Jordan and Nicole vector drawing by Pete Ippel

When I was in Europe in May I flew through London and got to visit with a very close friend of mine. Nicole and I met at Cornell, and we really hit it off athlete to athlete. She was studying in the hotel school and I was studying fine art. The ways in which we spent our time were very different besides our academic pursuits. She was in the pool practicing her water polo shots and defense while I was doing everything to run faster and jump higher at the track. Despite our disparate likes, both of us shared a love of sport.

While I was at school, she gave me “The Little Book of Olympic Inspiration”, what a thoughtful present it was. So many of the pages are dog-eared and offer up pearls of wisdom. A personal favorite is from Bobby Joe Borrow, a runner who struck gold in the 1956 Melbourne Games, “Whatever success I have had is due to being so perfectly relaxed that I can feel my jaw muscles wiggle.”

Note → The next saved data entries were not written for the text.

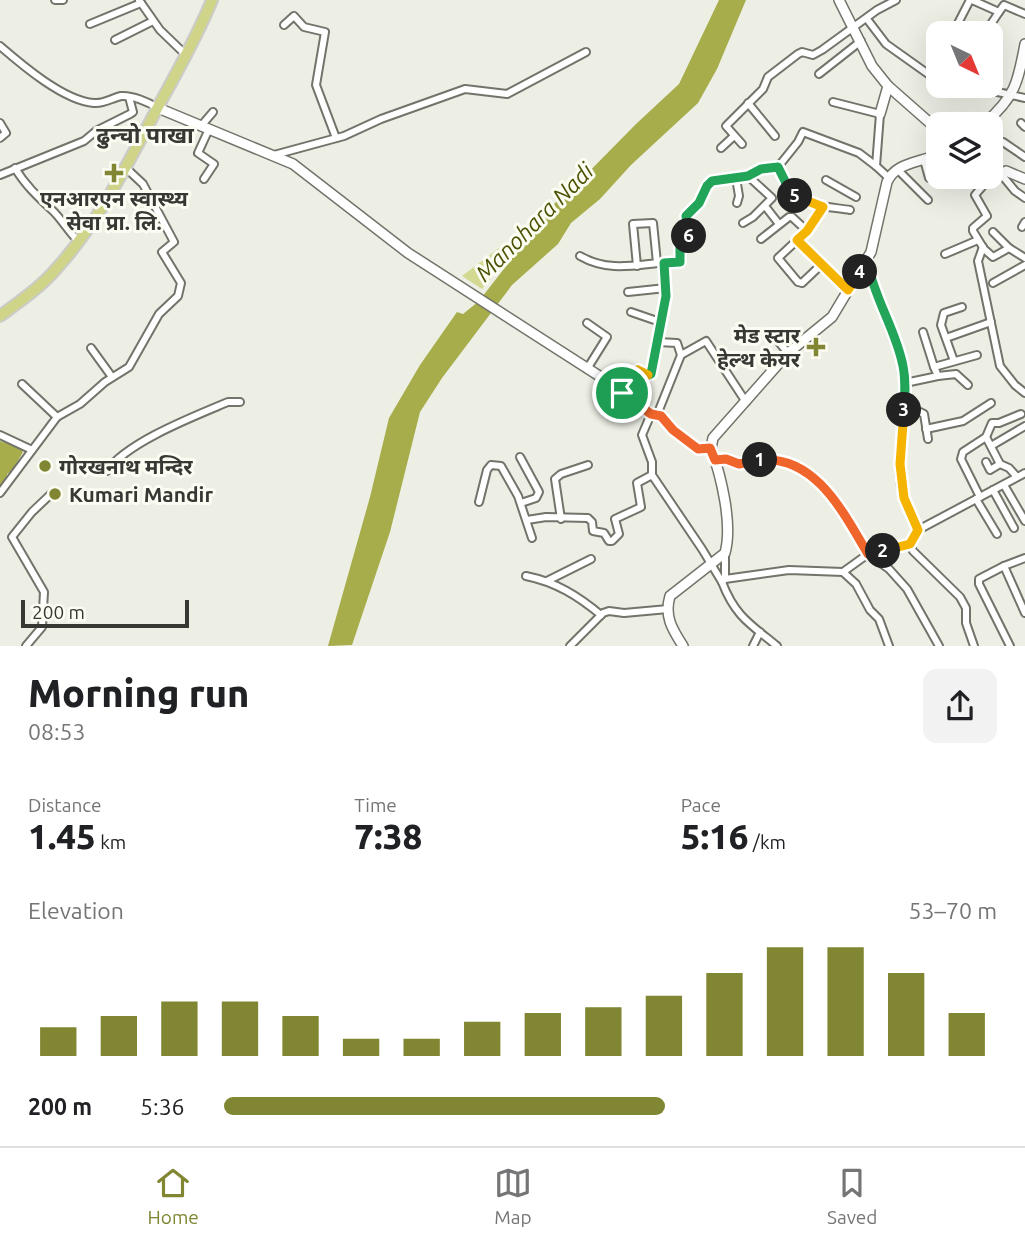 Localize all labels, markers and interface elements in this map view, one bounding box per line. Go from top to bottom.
north arrow [926,21,1003,98]
map controls [926,21,1003,189]
button: layers [926,112,1003,189]
district label: ढुन्चो पाखा [96,122,195,149]
water label: Manohara Nadi [470,157,599,286]
marker: एनआरएन स्वास्थ्य सेवा प्रा. लि. [104,163,124,183]
pin: 5 [778,178,812,214]
text: 5 [789,184,800,206]
place label: एनआरएन स्वास्थ्य सेवा प्रा. लि. [40,186,189,234]
pin: 6 [672,218,706,254]
text: 6 [683,224,694,246]
pin: 4 [842,254,878,290]
text: 4 [854,260,865,282]
place label: मेड स्टार हेल्थ केयर [717,323,801,371]
marker: मेड स्टार हेल्थ केयर [806,337,826,357]
pin [592,363,652,423]
icon: arrive [603,374,641,412]
pin: 3 [886,392,922,428]
text: 3 [898,398,909,420]
pin: 1 [742,442,778,477]
text: 1 [754,448,765,470]
place label: गोरखनाथ मन्दिर [59,454,193,478]
marker: गोरखनाथ मन्दिर [37,458,53,474]
place label: Kumari Mandir [69,482,213,506]
marker: Kumari Mandir [47,486,63,502]
pin: 2 [866,534,900,568]
text: 2 [877,539,888,561]
scale bar [21,596,189,628]
text: 200 m [32,601,85,623]
button: share [923,669,997,743]
text: Morning run [28,672,249,714]
text: 08:53 [28,719,86,744]
text: Distance [28,794,102,816]
text: Time [354,794,397,816]
text: Pace [681,794,721,816]
text: 1.45 [28,816,96,856]
text: 7:38 [354,816,422,856]
text: 5:16 [681,816,749,856]
text: km [96,831,126,853]
text: /km [749,831,786,853]
text: Elevation [28,898,124,923]
text: 53–70 m [909,898,997,923]
text: 200 m [28,1094,92,1119]
text: 5:36 [140,1094,185,1119]
tab: Home [148,1164,199,1228]
tab: Map [494,1164,532,1228]
tab: Saved [827,1164,877,1228]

This resonated very much with me before I approached the bar to leap 2.15m in 2001…absolute calm and clarity led to a successful jump. This clarity wasn’t an instant type of thing that you can turn on and off. It is learned, practiced, and developed over long periods of time.

I’ve talked in the past about decision making and when to nuke ideas, I want to share a small excerpt from Daniel F. Chambliss, who is a sociology expert and also a coach.

Great accomplishments, we often assume, require heroic motivation: an intense desire to be the best, an inner strength beyond all measure, some special love of school, of family, of country. Some one of these, must, we think, drive the superlative athlete…In fact, world-class athletes get to the top level by making a thousand little decisions every morning and night.

If you make the right choice on each of these — decide to get up and go to practice, decide to work hard today, decide to volunteer to do an extra event to help your team — then others will save you ‘have’ dedication. But it is only the doing of those little things, all taken together, that makes that dedication. Great [athletes] aren’t made in the long run; they are made every day.

Jumping back to the summer of 2002, I can remember the best answer I ever heard to the question “What is an artist?” was from a 20 year old art student I was dating named Katie.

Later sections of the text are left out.